*Supplied entries*:
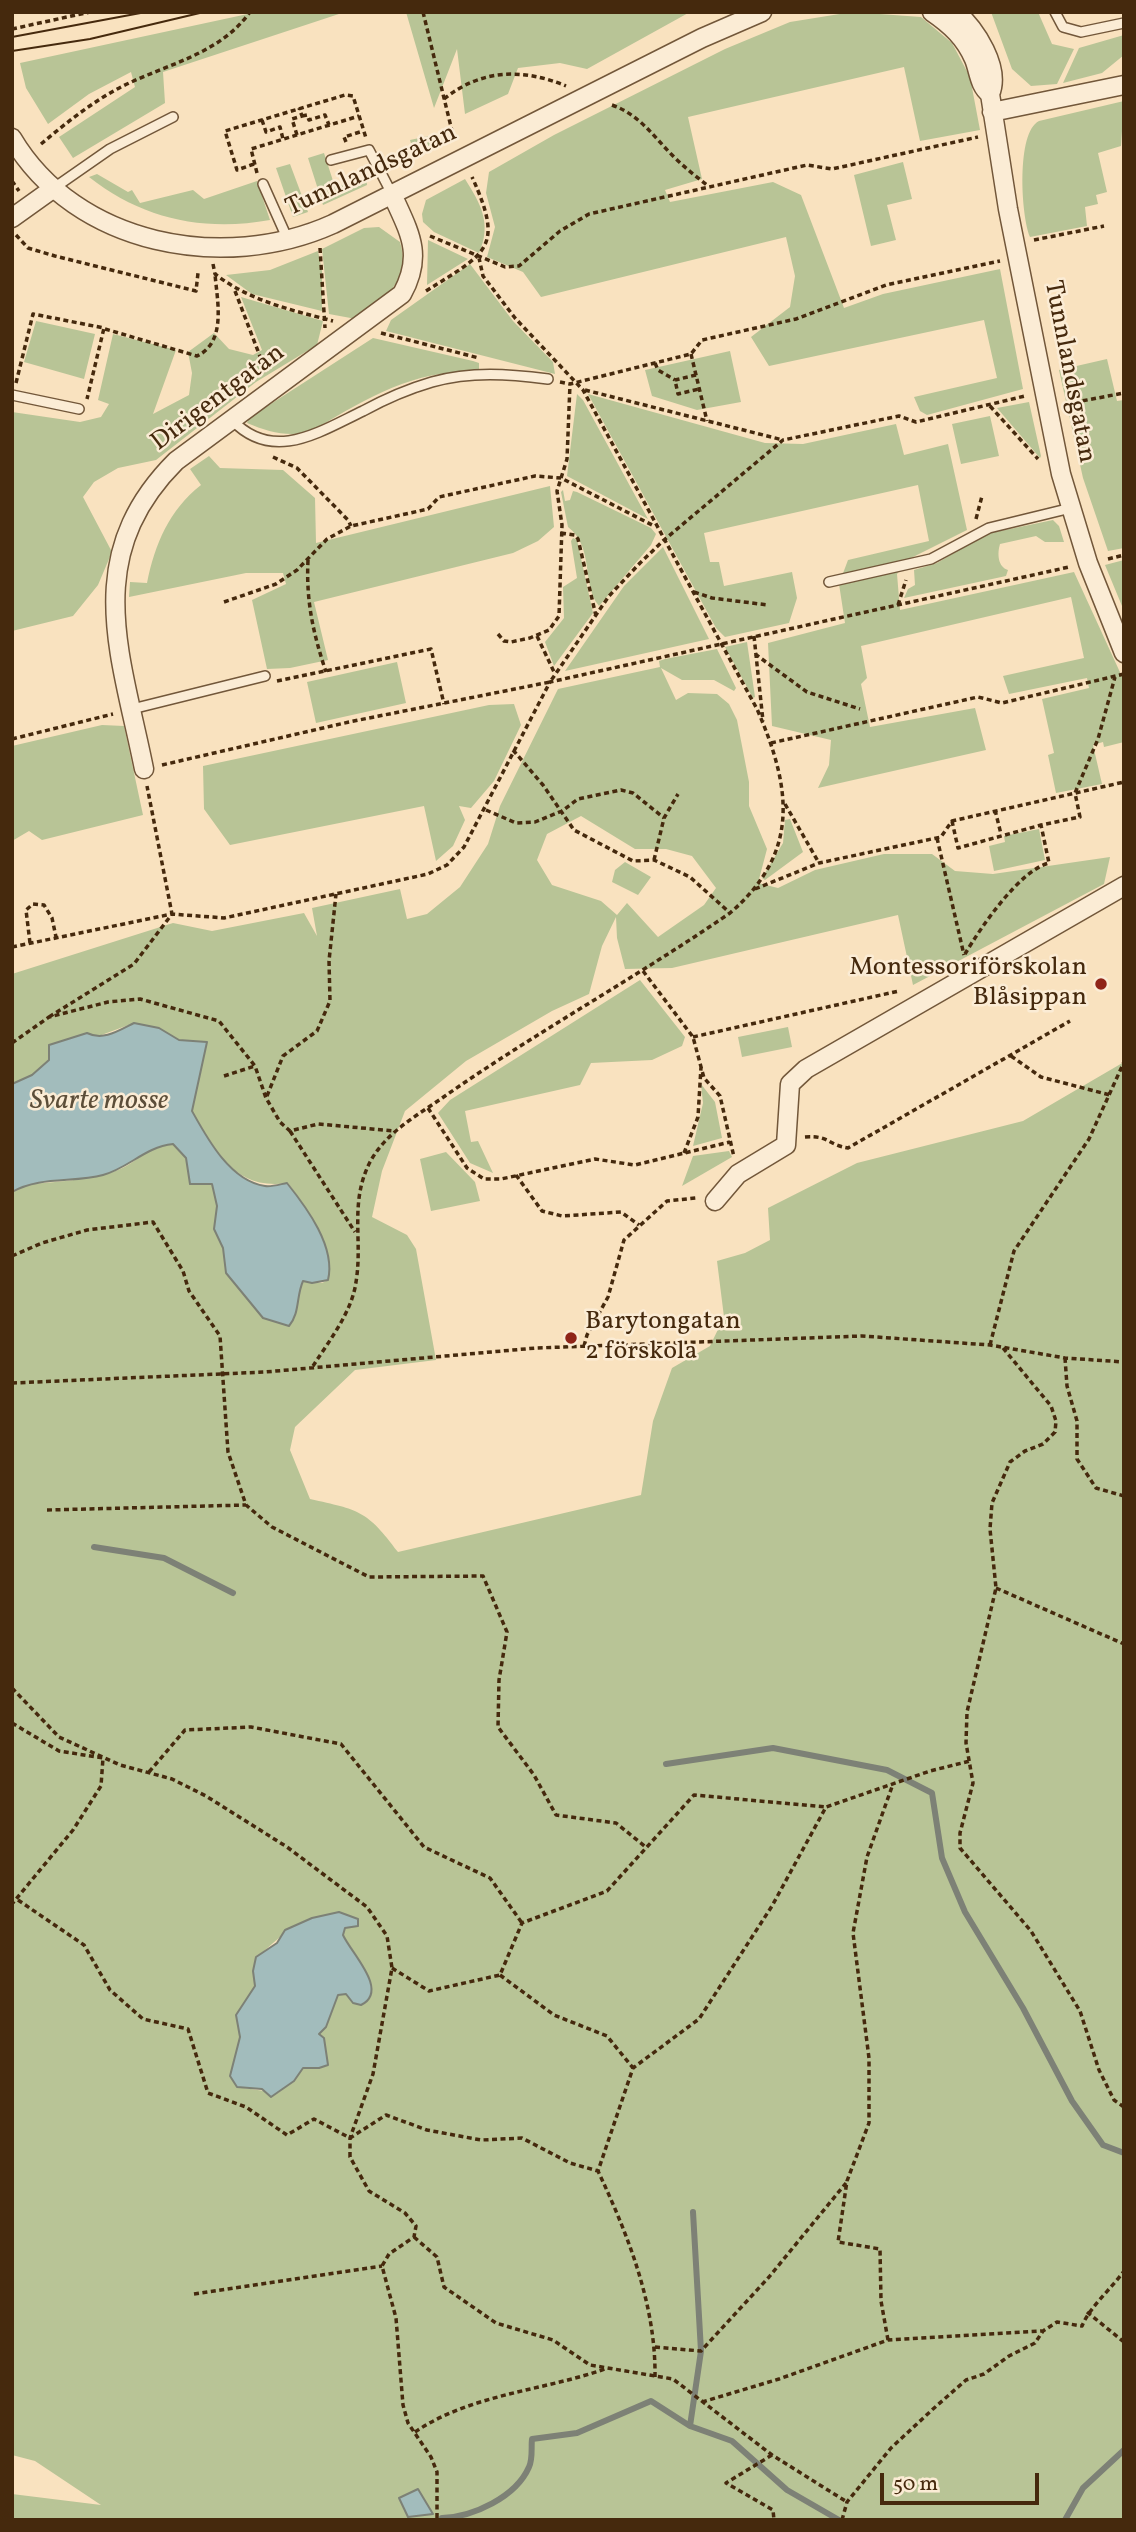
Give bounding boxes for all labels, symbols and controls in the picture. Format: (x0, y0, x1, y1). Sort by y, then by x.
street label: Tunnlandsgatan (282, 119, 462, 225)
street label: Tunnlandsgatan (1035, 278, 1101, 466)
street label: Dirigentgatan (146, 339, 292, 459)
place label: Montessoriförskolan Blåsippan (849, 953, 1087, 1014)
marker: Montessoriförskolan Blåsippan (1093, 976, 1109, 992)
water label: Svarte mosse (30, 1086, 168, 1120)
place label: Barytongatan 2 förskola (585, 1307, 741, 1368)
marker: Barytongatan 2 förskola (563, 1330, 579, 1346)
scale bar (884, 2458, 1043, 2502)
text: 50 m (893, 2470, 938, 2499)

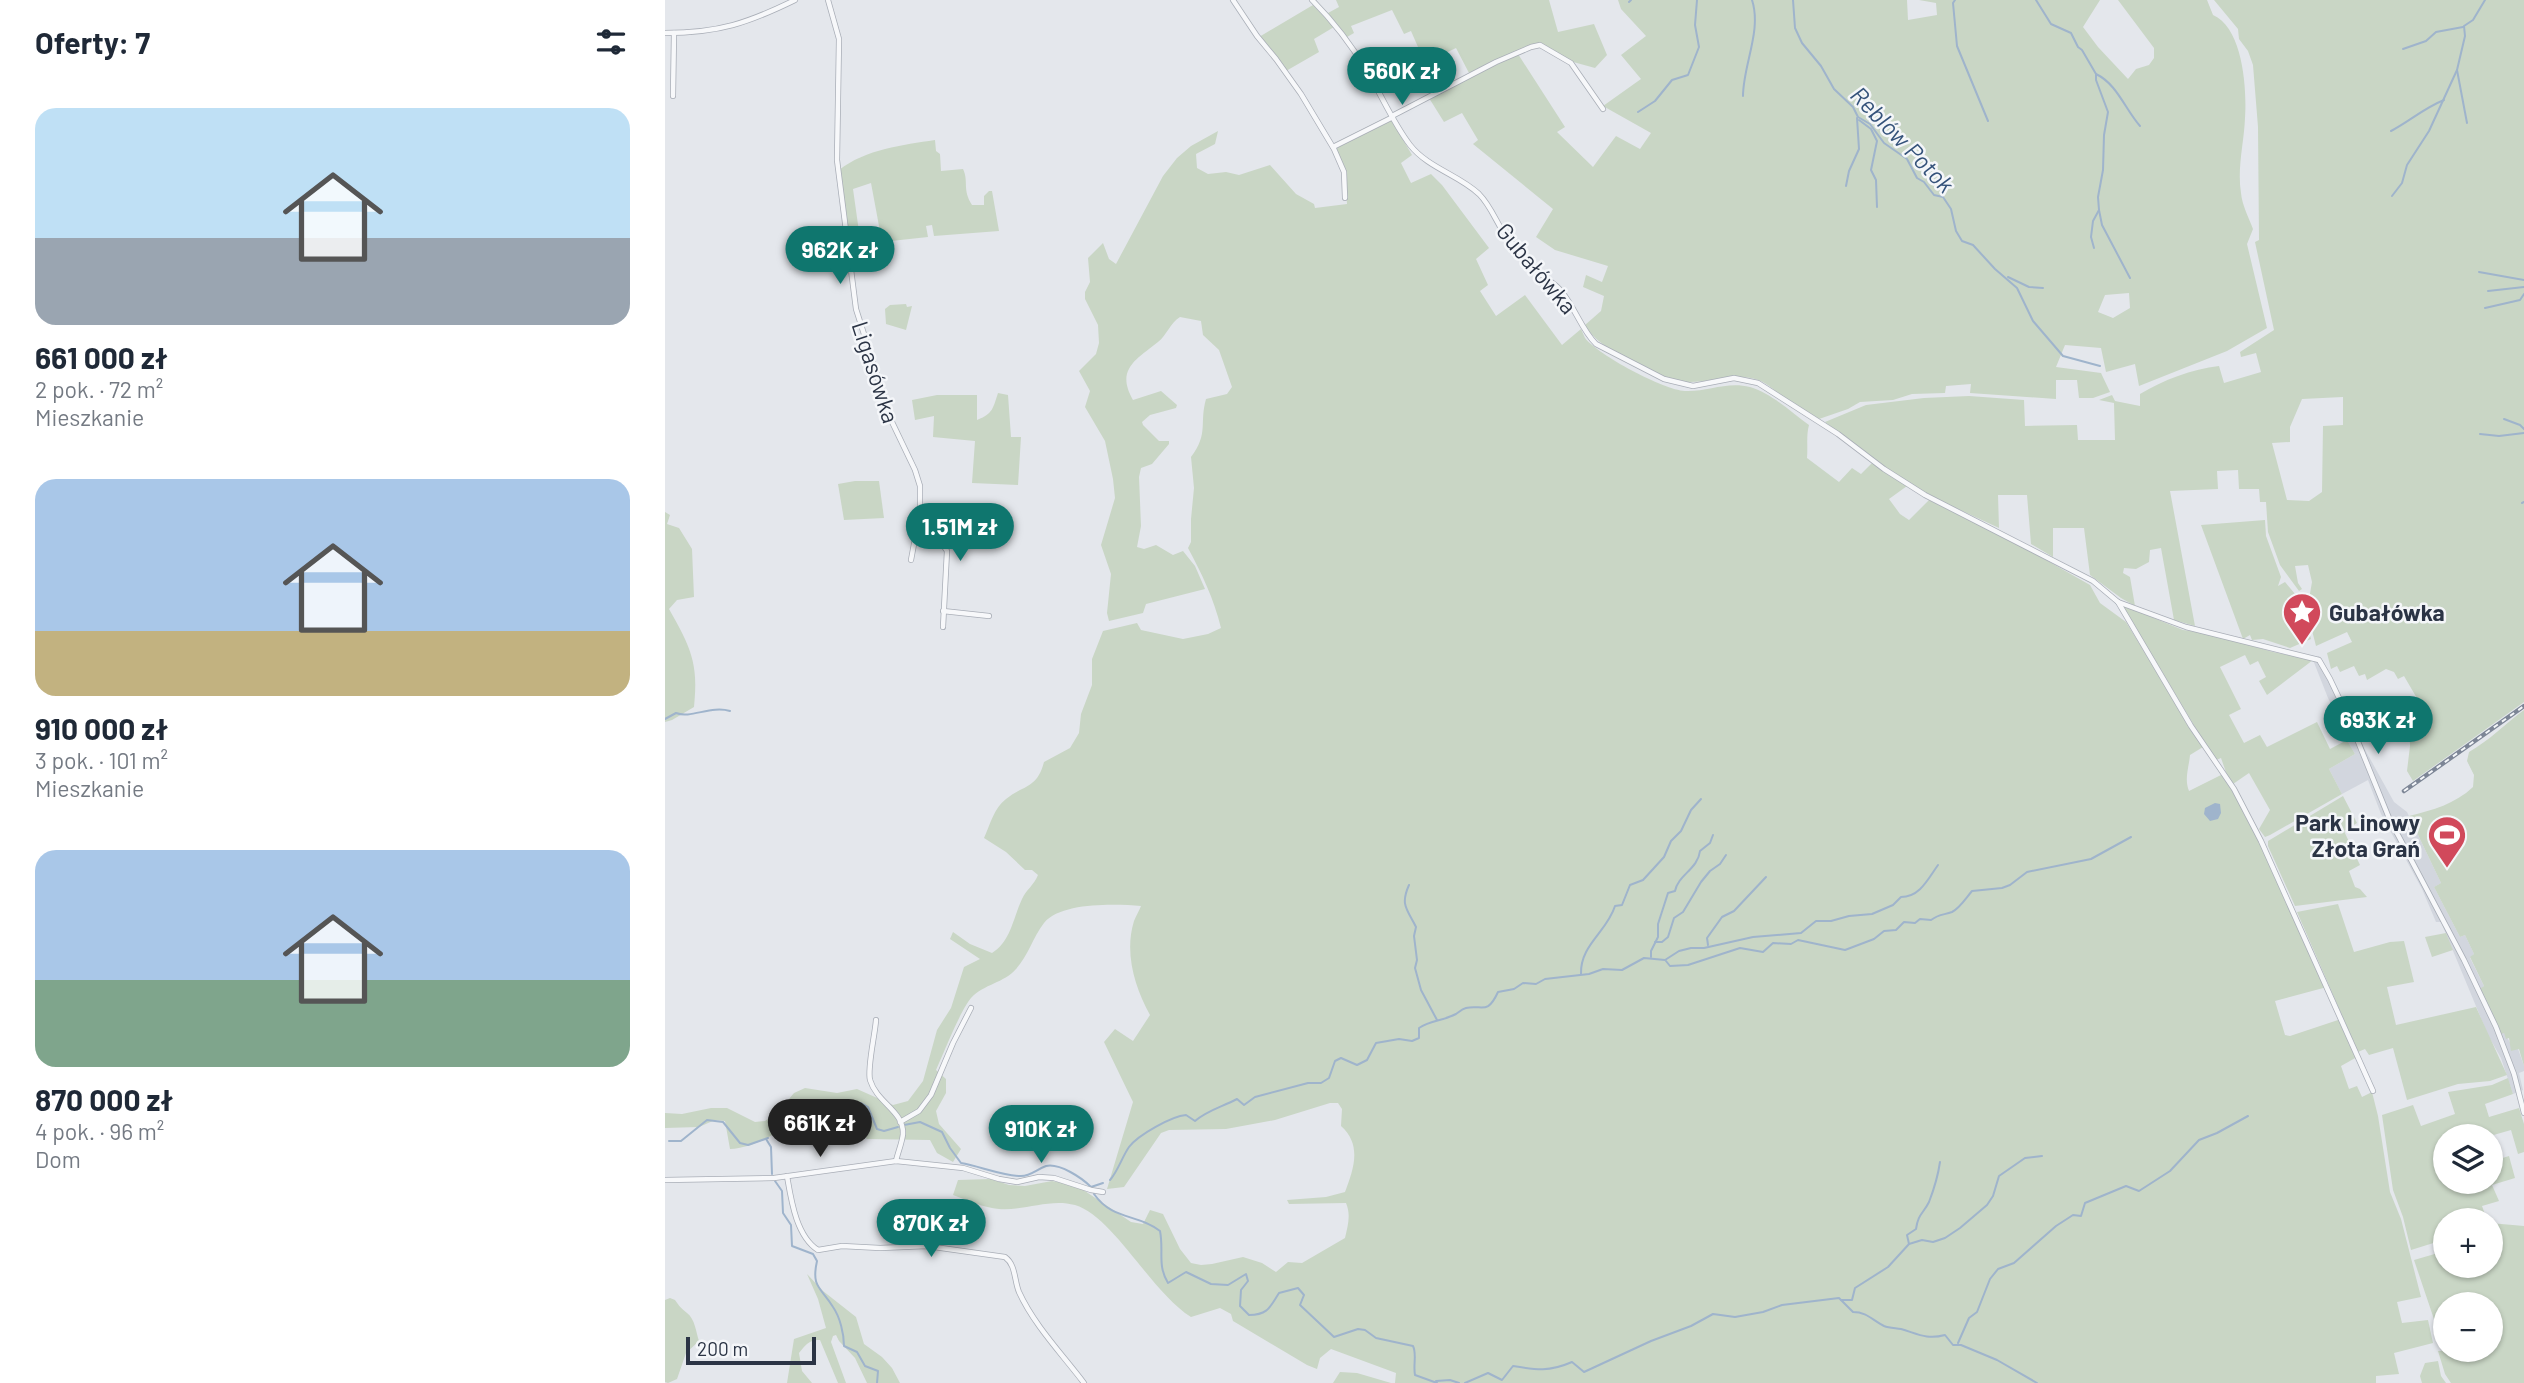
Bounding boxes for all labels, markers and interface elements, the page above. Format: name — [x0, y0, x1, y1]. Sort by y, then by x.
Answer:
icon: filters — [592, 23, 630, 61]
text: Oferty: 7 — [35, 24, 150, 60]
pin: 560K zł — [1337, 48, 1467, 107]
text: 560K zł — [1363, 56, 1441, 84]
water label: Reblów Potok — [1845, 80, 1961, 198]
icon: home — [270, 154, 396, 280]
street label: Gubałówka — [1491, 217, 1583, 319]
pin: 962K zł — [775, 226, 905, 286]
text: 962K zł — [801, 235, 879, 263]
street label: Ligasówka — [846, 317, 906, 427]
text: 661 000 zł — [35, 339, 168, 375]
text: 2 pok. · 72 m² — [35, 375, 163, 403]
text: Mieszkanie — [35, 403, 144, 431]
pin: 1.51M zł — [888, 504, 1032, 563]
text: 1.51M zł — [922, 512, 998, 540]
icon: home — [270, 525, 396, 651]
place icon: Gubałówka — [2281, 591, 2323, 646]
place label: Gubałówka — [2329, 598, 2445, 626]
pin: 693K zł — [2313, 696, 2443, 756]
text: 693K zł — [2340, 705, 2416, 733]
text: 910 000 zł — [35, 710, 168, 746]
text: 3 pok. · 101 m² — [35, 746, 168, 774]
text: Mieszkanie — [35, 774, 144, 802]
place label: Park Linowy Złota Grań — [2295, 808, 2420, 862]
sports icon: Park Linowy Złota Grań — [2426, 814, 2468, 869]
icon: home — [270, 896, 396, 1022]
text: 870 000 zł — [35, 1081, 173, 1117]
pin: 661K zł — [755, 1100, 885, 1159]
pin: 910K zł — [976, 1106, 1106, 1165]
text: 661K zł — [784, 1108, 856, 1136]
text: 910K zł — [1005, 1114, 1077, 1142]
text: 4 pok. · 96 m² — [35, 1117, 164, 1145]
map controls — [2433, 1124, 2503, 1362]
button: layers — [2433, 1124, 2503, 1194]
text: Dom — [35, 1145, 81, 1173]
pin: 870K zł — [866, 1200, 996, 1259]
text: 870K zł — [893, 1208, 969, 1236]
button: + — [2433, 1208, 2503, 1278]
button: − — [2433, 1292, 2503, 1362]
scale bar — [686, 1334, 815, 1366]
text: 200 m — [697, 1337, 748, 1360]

*Task prompt*: Retype each line above exactly. Leave the images out.

*Exercise solution*:
Give bounding boxes for all labels, symbols and controls in the picture. Format: (x0, y0, x1, y1). Sort by y, then by x.
street label: Tunnlandsgatan (282, 119, 462, 225)
street label: Tunnlandsgatan (1035, 278, 1101, 466)
street label: Dirigentgatan (146, 339, 292, 459)
place label: Montessoriförskolan Blåsippan (849, 953, 1087, 1014)
marker: Montessoriförskolan Blåsippan (1093, 976, 1109, 992)
water label: Svarte mosse (30, 1086, 168, 1120)
place label: Barytongatan 2 förskola (585, 1307, 741, 1368)
marker: Barytongatan 2 förskola (563, 1330, 579, 1346)
scale bar (884, 2458, 1043, 2502)
text: 50 m (893, 2470, 938, 2499)

Bounding boxes for all labels, markers and interface elements, the page above. Format: name — [x0, y0, x1, y1]. Sort by y, then by x.
Answer:
icon: filters — [592, 23, 630, 61]
text: Oferty: 7 — [35, 24, 150, 60]
pin: 560K zł — [1337, 48, 1467, 107]
text: 560K zł — [1363, 56, 1441, 84]
water label: Reblów Potok — [1845, 80, 1961, 198]
icon: home — [270, 154, 396, 280]
street label: Gubałówka — [1491, 217, 1583, 319]
pin: 962K zł — [775, 226, 905, 286]
text: 962K zł — [801, 235, 879, 263]
street label: Ligasówka — [846, 317, 906, 427]
text: 661 000 zł — [35, 339, 168, 375]
text: 2 pok. · 72 m² — [35, 375, 163, 403]
text: Mieszkanie — [35, 403, 144, 431]
pin: 1.51M zł — [888, 504, 1032, 563]
text: 1.51M zł — [922, 512, 998, 540]
icon: home — [270, 525, 396, 651]
place icon: Gubałówka — [2281, 591, 2323, 646]
place label: Gubałówka — [2329, 598, 2445, 626]
pin: 693K zł — [2313, 696, 2443, 756]
text: 693K zł — [2340, 705, 2416, 733]
text: 910 000 zł — [35, 710, 168, 746]
text: 3 pok. · 101 m² — [35, 746, 168, 774]
text: Mieszkanie — [35, 774, 144, 802]
place label: Park Linowy Złota Grań — [2295, 808, 2420, 862]
sports icon: Park Linowy Złota Grań — [2426, 814, 2468, 869]
icon: home — [270, 896, 396, 1022]
text: 870 000 zł — [35, 1081, 173, 1117]
pin: 661K zł — [755, 1100, 885, 1159]
pin: 910K zł — [976, 1106, 1106, 1165]
text: 661K zł — [784, 1108, 856, 1136]
text: 910K zł — [1005, 1114, 1077, 1142]
text: 4 pok. · 96 m² — [35, 1117, 164, 1145]
map controls — [2433, 1124, 2503, 1362]
button: layers — [2433, 1124, 2503, 1194]
text: Dom — [35, 1145, 81, 1173]
pin: 870K zł — [866, 1200, 996, 1259]
text: 870K zł — [893, 1208, 969, 1236]
button: + — [2433, 1208, 2503, 1278]
button: − — [2433, 1292, 2503, 1362]
scale bar — [686, 1334, 815, 1366]
text: 200 m — [697, 1337, 748, 1360]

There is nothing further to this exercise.